Link: http://www.lise.jp/colleagues/noguchi.html

Anyway — this is a very interesting concept: organizing your files as your brain (i.e. chronological order) and not the reverse (tagging, filing in folders by category, etc.). I think I’m going to try it and see if the work flows.

AmberV · April 19, 2009, 1:02am

Exactly. This is where I got the idea to use Finder’s colour labels to shorten scan time. The principle modification made to the index card derivative is that resources are not re-ordered according to access time, but rather marked as accessed again to decrease scan time. The original chronology is thus not disturbed. Some these concepts can be relayed to the digital realm with great results.

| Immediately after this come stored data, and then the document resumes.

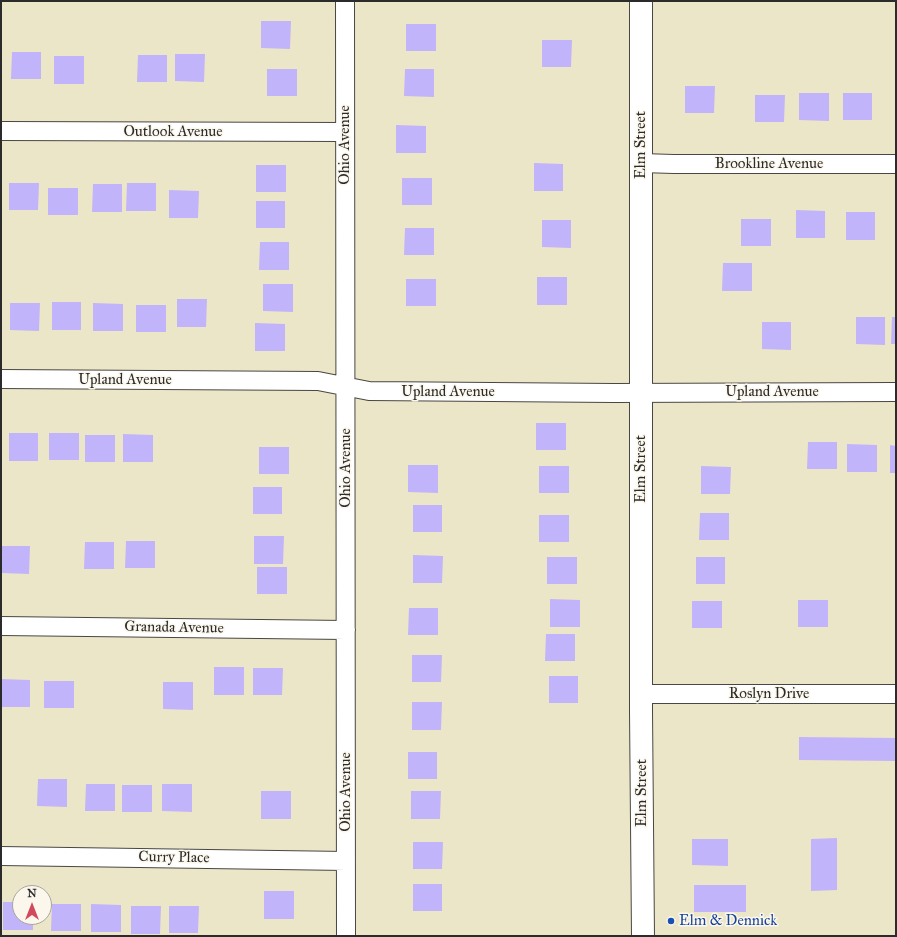 <!DOCTYPE html>
<html>
<head>
<meta charset="utf-8">
<style>
  body { margin:0 }
  #map { position:relative; width:897px; height:937px; overflow:hidden; background:#ece6c8; font-family:"IM FELL Great Primer",serif }
  canvas { display:block }
  .frame { position:absolute; inset:0; border:2px solid #2b2b2b; pointer-events:none }
  .north { position:absolute; left:12px; top:885px; width:40px; height:40px; box-sizing:border-box; background:#fbf7ec; border:1px solid #a8a59f; border-radius:50%; rotate:0deg; font-size:11px; font-weight:700; line-height:16px; text-align:center; color:#2b2b2b }
  .north::after { content:''; display:block; margin:auto; width:14px; height:18px; background:#d1495b; clip-path:polygon(50% 0,100% 100%,50% 72%,0 100%) }
</style>
</head>
<body>
<div id="map">
<canvas width="897" height="937"></canvas>
<div class="frame"></div>
<div class="north">N</div>
</div>
<script>
const context = document.querySelector('canvas').getContext('2d');
context.lineJoin = 'round';
function fill(path, color) { context.fillStyle = color; context.fill(path, 'evenodd'); }
function trace(path, color, width, dash) { context.strokeStyle = color; context.lineWidth = width; context.lineCap = dash ? 'butt' : 'round'; context.setLineDash(dash || []); context.stroke(path); }
function drawText(font, color, halo, rows, align = 'center') {
  context.font = font + ' "IM FELL Great Primer",serif'; context.lineWidth = 3; context.setLineDash([]); context.textBaseline = 'middle'; context.strokeStyle = halo; context.fillStyle = color; for (const [text, x, y, turn = 0] of rows) {
    context.save(); context.translate(x, y); context.rotate((+turn || 0) * Math.PI / 180); context.textAlign = isNaN(turn) ? turn : align; if (halo) context.strokeText(text, 0, 0); context.fillText(text, 0, 0); context.restore();
  }
}
const building = new Path2D(`
  M 261,21 L 291,21 L 290,49 L 261,48 Z
  M 406,24 L 436,24 L 436,51 L 406,51 Z
  M 542,40 L 572,40 L 571,67 L 542,67 Z
  M 12,52 L 41,52 L 41,79 L 11,79 Z
  M 175,54 L 205,54 L 204,82 L 175,81 Z
  M 138,55 L 167,55 L 167,82 L 137,82 Z
  M 54,56 L 84,56 L 84,84 L 54,84 Z
  M 267,69 L 297,69 L 297,96 L 267,96 Z
  M 405,69 L 434,69 L 434,97 L 404,96 Z
  M 685,86 L 715,86 L 714,113 L 685,113 Z
  M 799,93 L 829,93 L 829,121 L 799,120 Z
  M 843,93 L 872,93 L 872,120 L 843,120 Z
  M 755,95 L 785,95 L 784,122 L 755,122 Z
  M 396,125 L 426,126 L 426,153 L 396,153 Z
  M 534,163 L 563,164 L 563,191 L 534,191 Z
  M 256,165 L 286,165 L 286,192 L 256,192 Z
  M 402,178 L 432,178 L 432,205 L 402,205 Z
  M 9,183 L 39,183 L 38,210 L 9,210 Z
  M 127,183 L 156,183 L 156,211 L 126,211 Z
  M 93,184 L 122,184 L 122,212 L 92,212 Z
  M 48,188 L 78,188 L 78,215 L 48,215 Z
  M 169,190 L 199,191 L 198,218 L 169,218 Z
  M 256,201 L 285,201 L 285,228 L 256,228 Z
  M 796,210 L 825,211 L 825,238 L 796,238 Z
  M 846,212 L 875,212 L 875,240 L 846,240 Z
  M 741,219 L 771,219 L 771,246 L 741,246 Z
  M 542,220 L 571,220 L 571,248 L 542,247 Z
  M 405,228 L 434,228 L 434,255 L 404,255 Z
  M 260,242 L 289,242 L 289,270 L 259,270 Z
  M 723,263 L 752,263 L 752,291 L 722,291 Z
  M 537,277 L 567,277 L 567,305 L 537,305 Z
  M 406,279 L 436,279 L 436,306 L 406,306 Z
  M 263,284 L 293,284 L 293,312 L 263,311 Z
  M 177,299 L 207,299 L 206,327 L 177,327 Z
  M 52,302 L 81,302 L 81,330 L 52,330 Z
  M 10,303 L 40,303 L 39,331 L 10,330 Z
  M 93,303 L 123,304 L 123,331 L 93,331 Z
  M 136,305 L 166,305 L 166,332 L 136,332 Z
  M 856,317 L 885,317 L 885,345 L 856,344 Z
  M 892,317 L 896,317 L 896,344 L 891,344 Z
  M 762,322 L 791,322 L 791,350 L 762,349 Z
  M 255,323 L 285,324 L 285,351 L 255,351 Z
  M 536,423 L 566,423 L 566,450 L 536,450 Z
  M 9,433 L 38,433 L 38,461 L 9,461 Z
  M 49,433 L 79,433 L 79,460 L 49,460 Z
  M 123,434 L 153,435 L 153,462 L 123,462 Z
  M 85,435 L 115,435 L 115,462 L 85,462 Z
  M 808,442 L 837,442 L 837,469 L 807,469 Z
  M 847,444 L 877,445 L 877,472 L 847,472 Z
  M 890,445 L 896,446 L 896,473 L 890,473 Z
  M 259,447 L 289,447 L 289,474 L 259,474 Z
  M 408,465 L 438,465 L 438,493 L 408,492 Z
  M 539,466 L 569,466 L 569,493 L 539,493 Z
  M 701,466 L 731,467 L 730,494 L 701,494 Z
  M 253,487 L 282,487 L 282,514 L 253,514 Z
  M 413,505 L 442,505 L 442,532 L 413,532 Z
  M 700,513 L 729,513 L 729,540 L 699,540 Z
  M 539,515 L 569,515 L 569,542 L 539,542 Z
  M 254,536 L 284,536 L 283,564 L 254,564 Z
  M 126,541 L 155,541 L 155,568 L 125,568 Z
  M 85,542 L 114,542 L 114,569 L 84,569 Z
  M 1,546 L 30,546 L 29,574 L 1,573 Z
  M 413,555 L 443,556 L 442,583 L 413,583 Z
  M 547,557 L 577,557 L 577,584 L 547,584 Z
  M 696,557 L 725,557 L 725,584 L 696,584 Z
  M 257,567 L 287,567 L 287,594 L 257,594 Z
  M 550,599 L 580,600 L 580,627 L 550,627 Z
  M 798,600 L 828,600 L 828,627 L 798,627 Z
  M 692,601 L 722,601 L 722,628 L 692,628 Z
  M 409,608 L 438,608 L 438,635 L 408,635 Z
  M 546,634 L 575,634 L 575,661 L 545,661 Z
  M 412,655 L 442,655 L 441,682 L 412,682 Z
  M 214,667 L 244,667 L 244,695 L 214,695 Z
  M 253,668 L 283,668 L 282,695 L 253,695 Z
  M 549,676 L 578,676 L 578,703 L 549,703 Z
  M 1,679 L 30,680 L 30,707 L 1,707 Z
  M 44,681 L 74,681 L 74,708 L 44,708 Z
  M 163,682 L 193,682 L 193,710 L 163,709 Z
  M 412,702 L 442,702 L 441,730 L 412,730 Z
  M 799,737 L 896,738 L 896,761 L 799,760 Z
  M 408,752 L 437,752 L 437,779 L 408,779 Z
  M 38,779 L 67,779 L 67,807 L 37,806 Z
  M 86,784 L 115,784 L 115,811 L 85,811 Z
  M 162,784 L 192,784 L 192,812 L 162,811 Z
  M 122,785 L 152,785 L 152,812 L 122,812 Z
  M 261,791 L 291,791 L 291,819 L 261,819 Z
  M 411,791 L 441,791 L 440,819 L 411,819 Z
  M 837,838 L 837,890 L 811,891 L 811,839 Z
  M 692,839 L 728,839 L 728,866 L 692,865 Z
  M 413,842 L 443,842 L 442,869 L 413,869 Z
  M 413,884 L 442,884 L 442,911 L 413,911 Z
  M 694,885 L 746,885 L 746,912 L 694,912 Z
  M 264,891 L 294,891 L 294,919 L 264,919 Z
  M 3,902 L 20,902 L 20,917 L 33,917 L 33,930 L 3,930 Z
  M 52,904 L 81,904 L 81,931 L 51,931 Z
  M 91,904 L 121,905 L 121,932 L 91,932 Z
  M 131,906 L 161,906 L 160,934 L 131,934 Z
  M 169,906 L 199,906 L 198,933 L 169,933 Z`);
const minor = new Path2D(`
  M 345,1 L 346,936
  M 1,131 L 345,132
  M 641,163 L 674,164 L 896,164
  M 1,379 L 318,381 L 369,391 L 614,393 L 896,392
  M 1,626 L 346,630
  M 641,694 L 896,694
  M 1,856 L 346,861`);
const tertiary = new Path2D(`
  M 641,1 L 641,711 L 643,936`);
const markers = [
  [671,921,4,"#1a4fb4"]
];
const streetNames = [
  ["Outlook Avenue",173,132],
  ["Ohio Avenue",345,145,-90],
  ["Elm Street",641,145,-90],
  ["Brookline Avenue",769,164],
  ["Upland Avenue",125,380],
  ["Upland Avenue",448,392],
  ["Upland Avenue",772,392],
  ["Ohio Avenue",346,468,-90],
  ["Elm Street",641,469,-90],
  ["Granada Avenue",174,628,1],
  ["Roslyn Drive",769,694],
  ["Ohio Avenue",346,792,-90],
  ["Elm Street",642,793,-90],
  ["Curry Place",174,858,1]
];
const transitNames = [
  ["Elm & Dennick",679,921]
];
fill(building, '#c2b4fb');
trace(minor, '#484743', 20);
trace(tertiary, '#484743', 24);
trace(minor, '#fff', 18);
trace(tertiary, '#fff', 22);
for (const [x, y, r, color] of markers) { const dot = new Path2D(); dot.arc(x, y, r, 0, 2 * Math.PI); context.fillStyle = color; context.fill(dot); trace(dot, '#fbf7ec', 1.5); }
drawText('15px', '#2b2b2b', '#fbf7ec', streetNames);
drawText('15px', '#164399', '#fbf7ec', transitNames, 'left');
</script>
</body>
</html>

Updated: To expand on this a bit, since I wrote it on an iPod originally. The index card filing method[1] which is based on Noguchi Filing has three key differences. The first is that it is designed for thought filing as opposed to arbitrary paper filing. You have an idea of some kind, you write it down on an index card and then use a marker to accomplish what the coloured tape does on a manilla envelope. The position of the mark indicates one of the four super-categories. Each cart is titled and dated at the top, and the rest is free-form. They are placed into a card file in strict chronological order of generation. When you pull a card later on, unlike the Noguchi method, you do not refile the card at the front of the system, but replace it from whence it came, thus keeping the original chronology intact. Instead, using the marker you create a small spot on the right-hand side of the card that indicates it had been pulled. If the card gets pulled again you put another dot—the designer of the system recommends up to four dots—any more is redundant as the card is obviously frequently used.

When all of the cards are placed into a stack or card-drawer, the markings along the top are visible. It is possible to quickly scan down a huge stack of cards and find something by date and super-category based on the staggered positioning of the left-side indicator. It is also possible to, at a glance, see which cards are frequently accessed based on right-side dots.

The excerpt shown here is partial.